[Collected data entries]
-- Opening Marker --

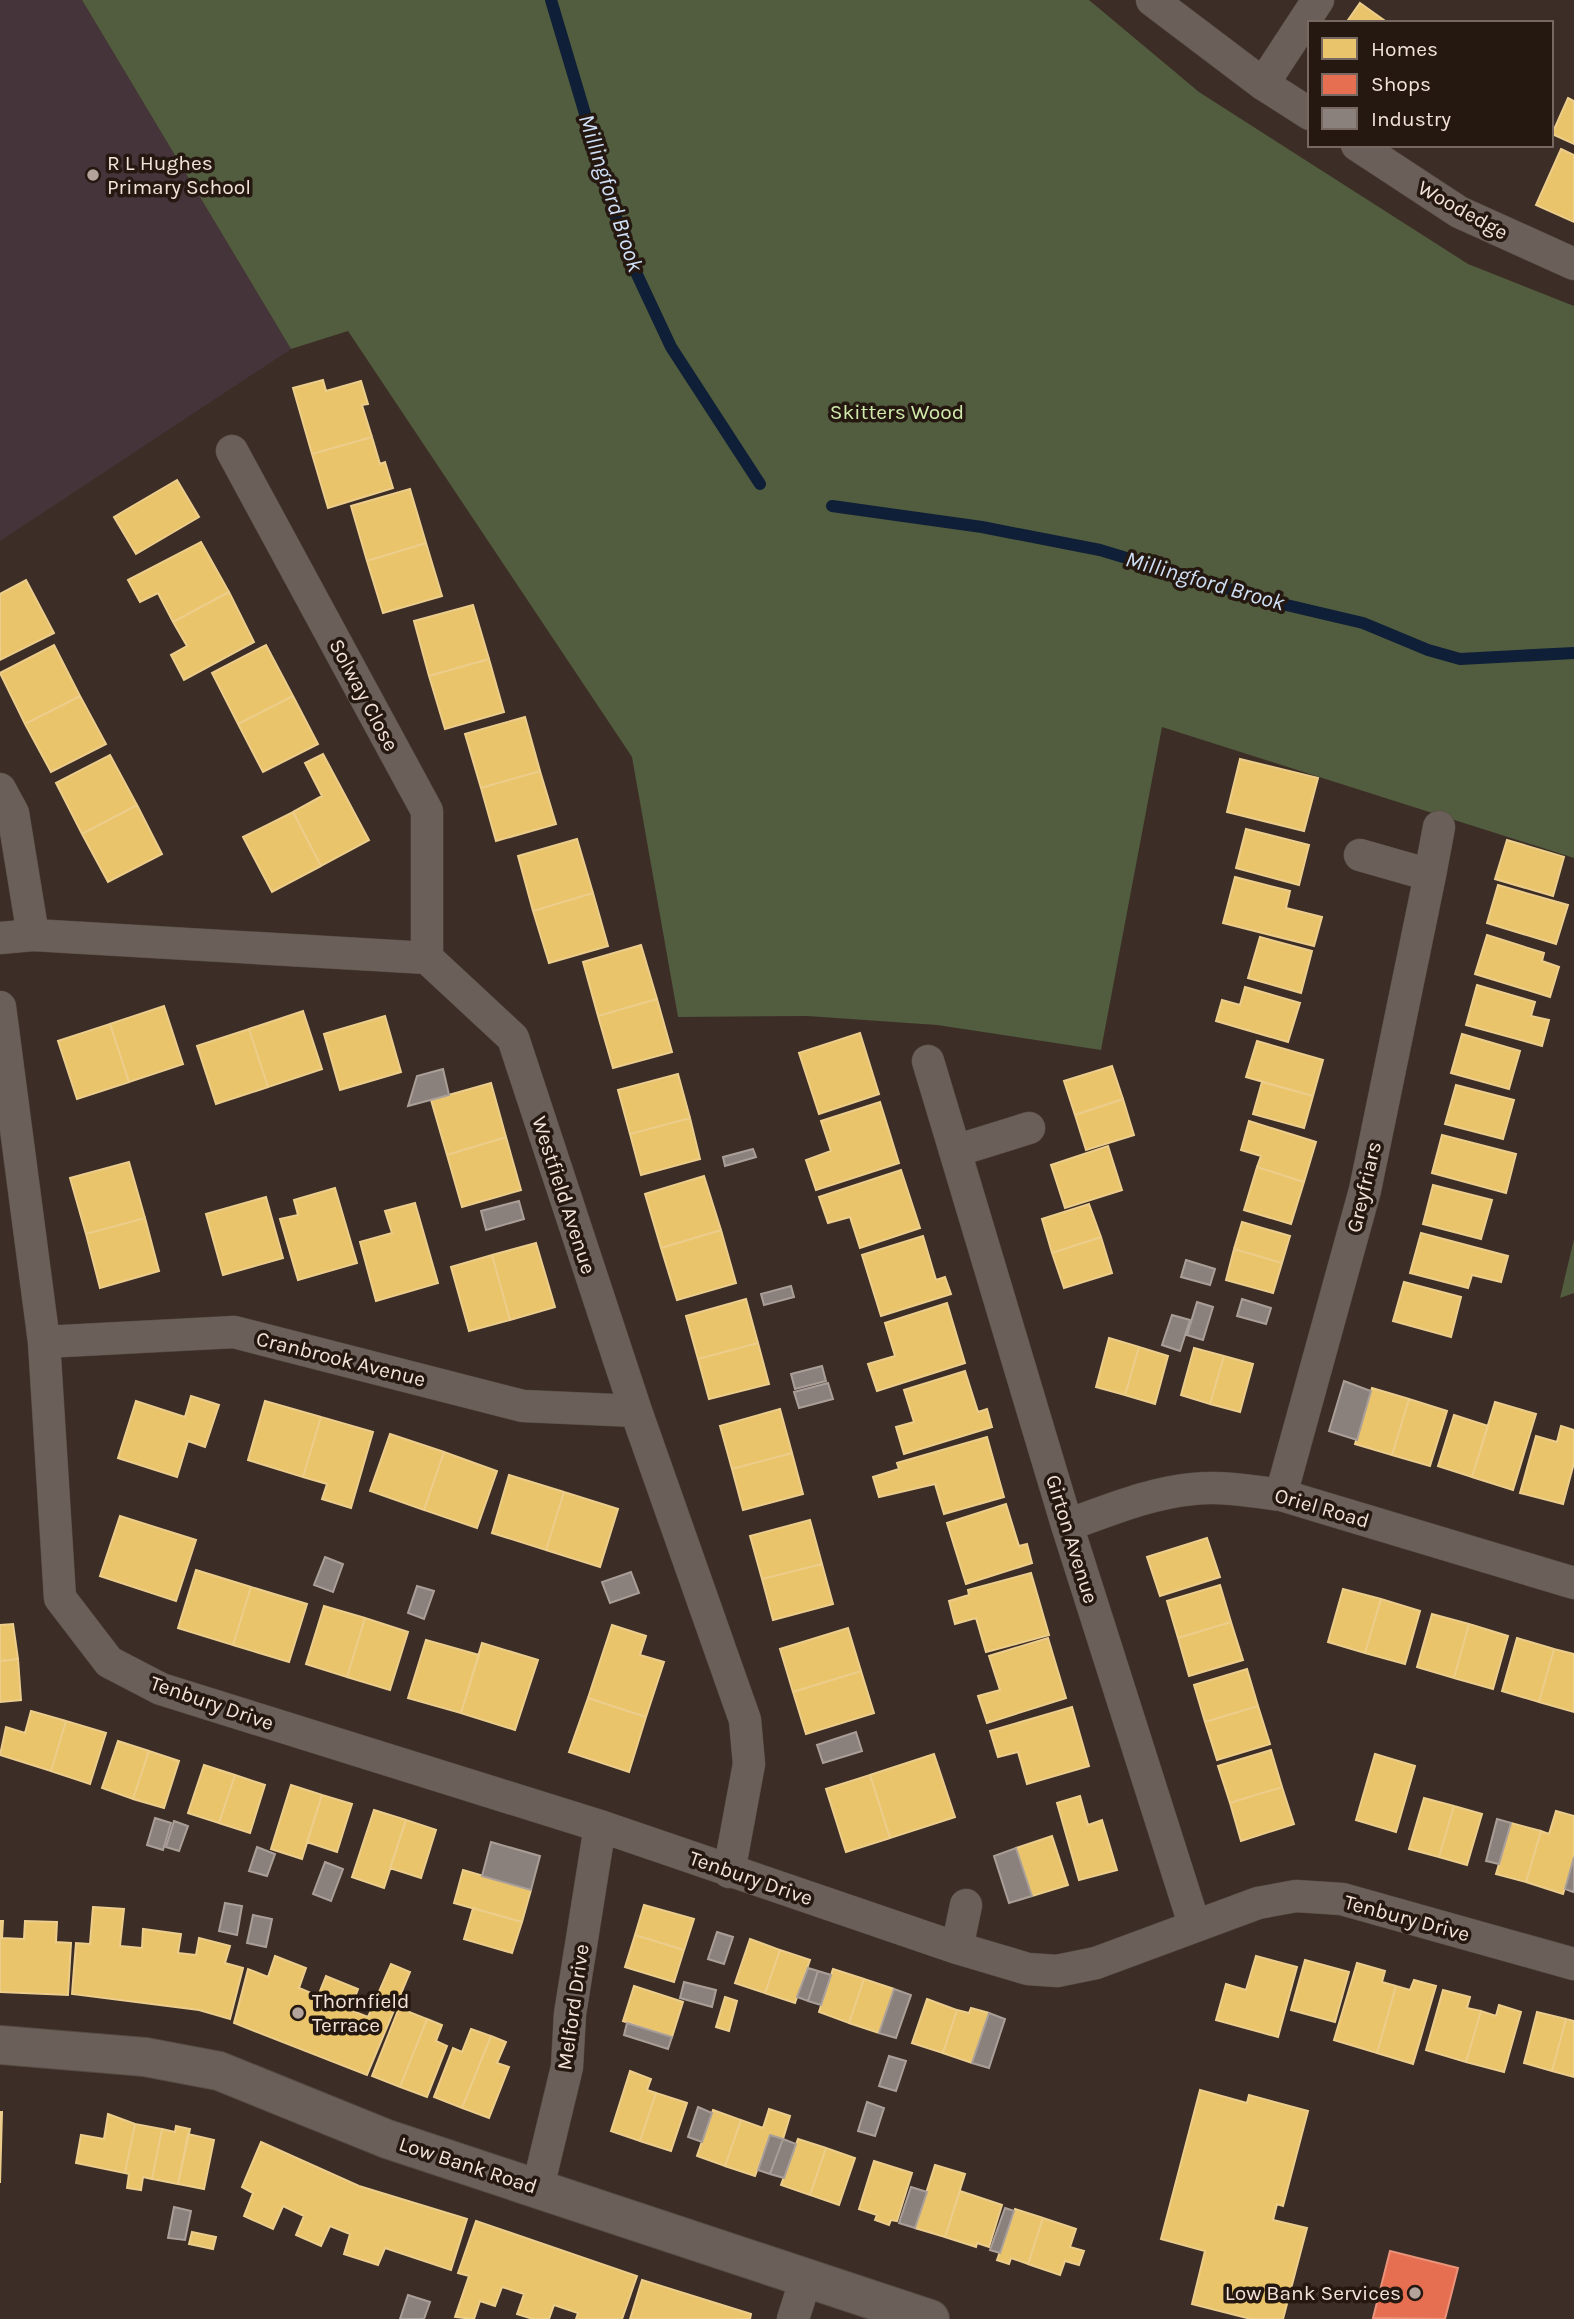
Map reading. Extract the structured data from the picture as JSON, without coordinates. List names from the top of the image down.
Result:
{
  "streets": {
    "street": [
      "Woodedge",
      "Solway Close",
      "Greyfriars",
      "Westfield Avenue",
      "Cranbrook Avenue",
      "Oriel Road",
      "Girton Avenue",
      "Tenbury Drive",
      "Melford Drive",
      "Low Bank Road"
    ]
  },
  "crossings": [
    ["Solway Close", "Westfield Avenue"],
    ["Greyfriars", "Oriel Road"],
    ["Westfield Avenue", "Cranbrook Avenue"],
    ["Westfield Avenue", "Tenbury Drive"],
    ["Cranbrook Avenue", "Tenbury Drive"],
    ["Oriel Road", "Girton Avenue"],
    ["Girton Avenue", "Tenbury Drive"],
    ["Tenbury Drive", "Melford Drive"],
    ["Melford Drive", "Low Bank Road"]
  ],
  "water": ["Millingford Brook"],
  "parks": ["Skitters Wood"],
  "places": ["R L Hughes Primary School", "Thornfield Terrace", "Low Bank Services"],
  "legend": ["Homes", "Shops", "Industry"]
}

-- Closing Marker --

*DESCRIPTION OF THE TASK*:
Exactly as written, please copy out the whole set of records, skipping images.

*RESULT OF THE EXERCISE*:
Map reading. Extract the structured data from the picture as JSON, without coordinates. List names from the top of the image down.
Result:
{
  "streets": {
    "street": [
      "Woodedge",
      "Solway Close",
      "Greyfriars",
      "Westfield Avenue",
      "Cranbrook Avenue",
      "Oriel Road",
      "Girton Avenue",
      "Tenbury Drive",
      "Melford Drive",
      "Low Bank Road"
    ]
  },
  "crossings": [
    ["Solway Close", "Westfield Avenue"],
    ["Greyfriars", "Oriel Road"],
    ["Westfield Avenue", "Cranbrook Avenue"],
    ["Westfield Avenue", "Tenbury Drive"],
    ["Cranbrook Avenue", "Tenbury Drive"],
    ["Oriel Road", "Girton Avenue"],
    ["Girton Avenue", "Tenbury Drive"],
    ["Tenbury Drive", "Melford Drive"],
    ["Melford Drive", "Low Bank Road"]
  ],
  "water": ["Millingford Brook"],
  "parks": ["Skitters Wood"],
  "places": ["R L Hughes Primary School", "Thornfield Terrace", "Low Bank Services"],
  "legend": ["Homes", "Shops", "Industry"]
}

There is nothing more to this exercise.